Alert: You can download this document from http://github.com/shikhar46/quantmethods or Canvas’ Files page.

Notes from last week

Can an estimate be biased?

Situation: Say I am interested in the average treatment effect in some population, \(E[Y_i(1) - Y_i(0)]\). I use a difference in means estimator to estimate this parameter or quantity of interest: \(\widehat{ATE} = \frac{\sum_{i=1}^m Y_i}{m} - \frac{\sum_{i=m+1}^N Y_i}{N-m}\). The true ATE is 0.5. In a random sample of data, and given some assignment vector \(Z\), we estimate the average treatment effect to be 1.5. Is the estimate “biased”?
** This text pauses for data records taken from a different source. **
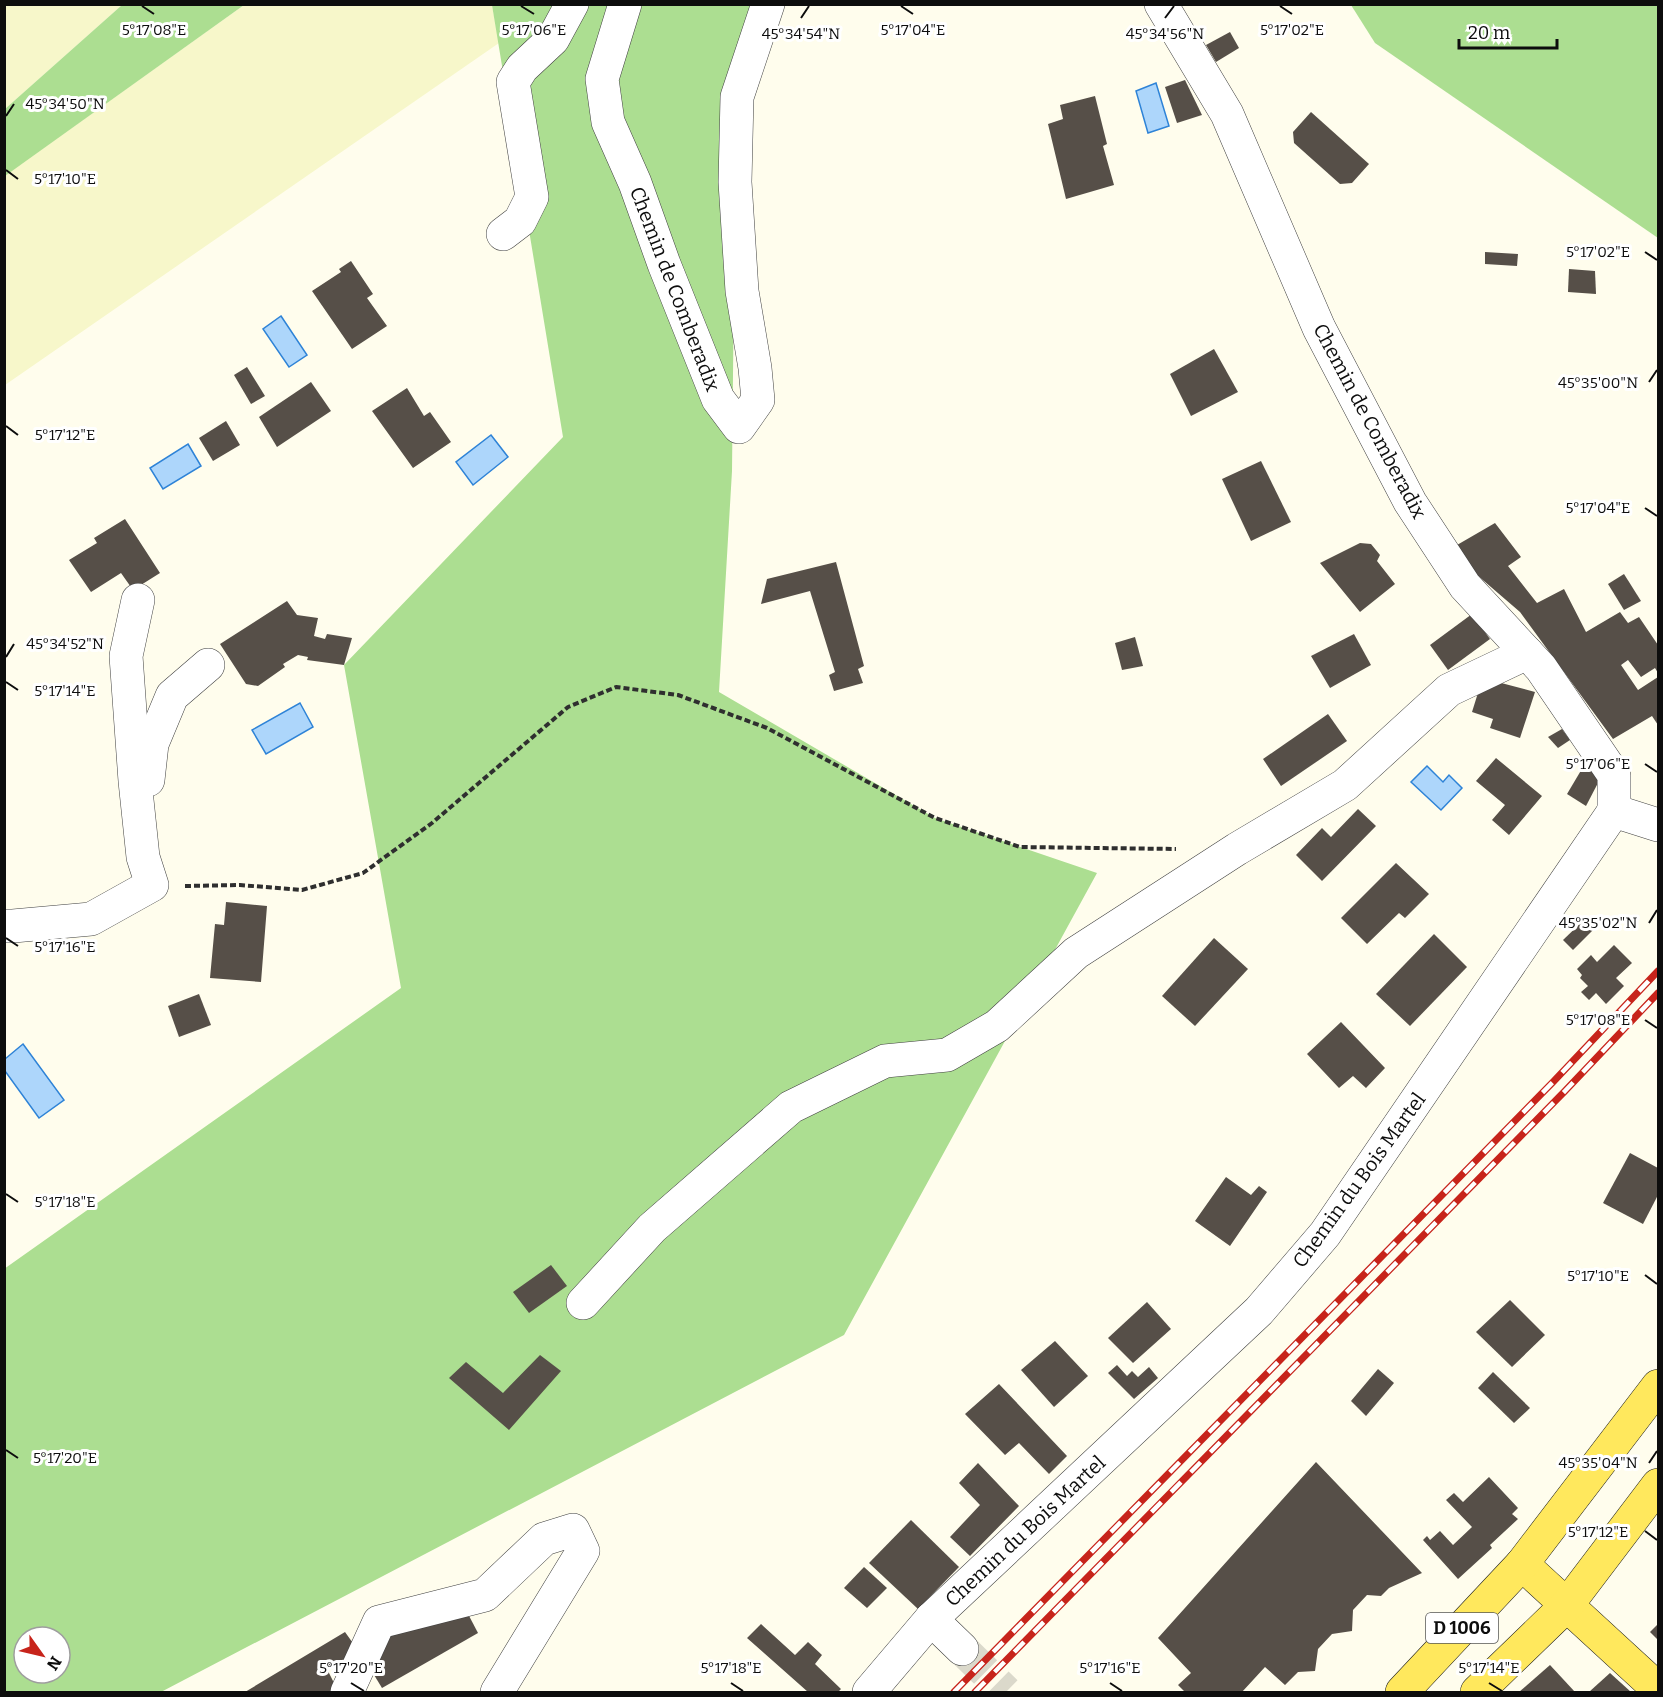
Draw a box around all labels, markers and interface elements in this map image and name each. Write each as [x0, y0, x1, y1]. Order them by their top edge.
scale bar [1459, 12, 1556, 50]
text: 5°17'08"E [122, 21, 186, 39]
text: 5°17'06"E [502, 21, 566, 39]
text: 5°17'04"E [881, 21, 945, 39]
text: 5°17'02"E [1260, 21, 1324, 39]
text: 20 m [1468, 22, 1510, 44]
text: 45°34'54"N [762, 25, 840, 43]
text: 45°34'56"N [1126, 25, 1204, 43]
text: 45°34'50"N [25, 95, 105, 113]
text: 5°17'10"E [34, 170, 96, 188]
street label: Chemin de Comberadix [625, 183, 725, 395]
text: 5°17'02"E [1566, 243, 1630, 261]
street label: Chemin de Comberadix [1308, 319, 1432, 523]
text: 45°35'00"N [1558, 374, 1638, 392]
text: 5°17'12"E [35, 426, 95, 444]
text: 5°17'04"E [1566, 499, 1630, 517]
text: 45°34'52"N [26, 635, 104, 653]
text: 5°17'14"E [34, 682, 96, 700]
text: 5°17'06"E [1566, 755, 1630, 773]
text: 45°35'02"N [1559, 914, 1637, 932]
text: 5°17'16"E [34, 938, 96, 956]
text: 5°17'08"E [1566, 1011, 1630, 1029]
street label: Chemin du Bois Martel [1287, 1088, 1431, 1272]
text: 5°17'18"E [34, 1193, 96, 1211]
text: 5°17'10"E [1567, 1267, 1629, 1285]
text: 5°17'20"E [33, 1449, 97, 1467]
street label: Chemin du Bois Martel [940, 1450, 1110, 1611]
text: 45°35'04"N [1558, 1454, 1638, 1472]
text: 5°17'12"E [1568, 1523, 1628, 1541]
road number: D 1006 [1426, 1613, 1498, 1643]
north arrow [12, 1625, 72, 1685]
text: N [43, 1653, 65, 1674]
text: 5°17'20"E [319, 1659, 383, 1677]
text: 5°17'18"E [700, 1659, 762, 1677]
text: 5°17'16"E [1079, 1659, 1141, 1677]
text: 5°17'14"E [1458, 1659, 1520, 1677]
Answer: Bias, and consistency, are properties of an estimation procedure (“estimator”); not any single realized value from that procedure.

Why does the value of the estimand change when we introduce heterogeneity in treatment effects?

library(DeclareDesign)
library(tidyverse)

basic_design <-
  declare_population(N = 100, noise = rnorm(N)) +
  declare_potential_outcomes(Y ~ noise + (0.5 + noise)*Z) +
  declare_estimand(SATE = mean(Y_Z_1 - Y_Z_0)) +
  declare_assignment(prob = 0.5) +
  declare_reveal(Y, Z) +
  declare_estimator(Y ~ Z, model = difference_in_means, estimand = "SATE")
simulations <-
  simulate_design(basic_design, sims = 400)
simulations %>% head %>% 
  select(sim_ID, estimand_label, estimand, 
         estimator_label, term, estimate, 
         std.error, p.value) %>% 
  knitr::kable()

sim_ID	estimand_label	estimand	estimator_label	term	estimate	std.error	p.value
1	SATE	0.4414911	estimator	Z	0.6626830	0.3737734	0.0813785
2	SATE	0.5261206	estimator	Z	0.5538947	0.2961459	0.0654089
3	SATE	0.6110187	estimator	Z	0.3634664	0.3155997	0.2536787
4	SATE	0.4978010	estimator	Z	0.5253538	0.3175410	0.1029199
5	SATE	0.4884269	estimator	Z	0.1393658	0.3184552	0.6628616
6	SATE	0.5751908	estimator	Z	0.5797356	0.3514047	0.1034923

Estimands can be defined for different populations. For example, the average treatment effect can be defined for a sample (\(n=100\)), or a population (\(N=100,000\)) from which a random sample is drawn. Every random sample from the population will have one, true sample average treatment effect (SATE) = \(E[Y_i(1) - Y_i(0) | S_i = 1]\) (where \(S_i = 1\) for units in the population that are selected into the sample). The population, as a whole, will also have one, true population average treatment effect (PATE) = \(E[Y_i(1) - Y_i(0)]\). However, the SATE may not be equal to the PATE in a given sample, because different units respond differently to treatment and every sample comprises different units.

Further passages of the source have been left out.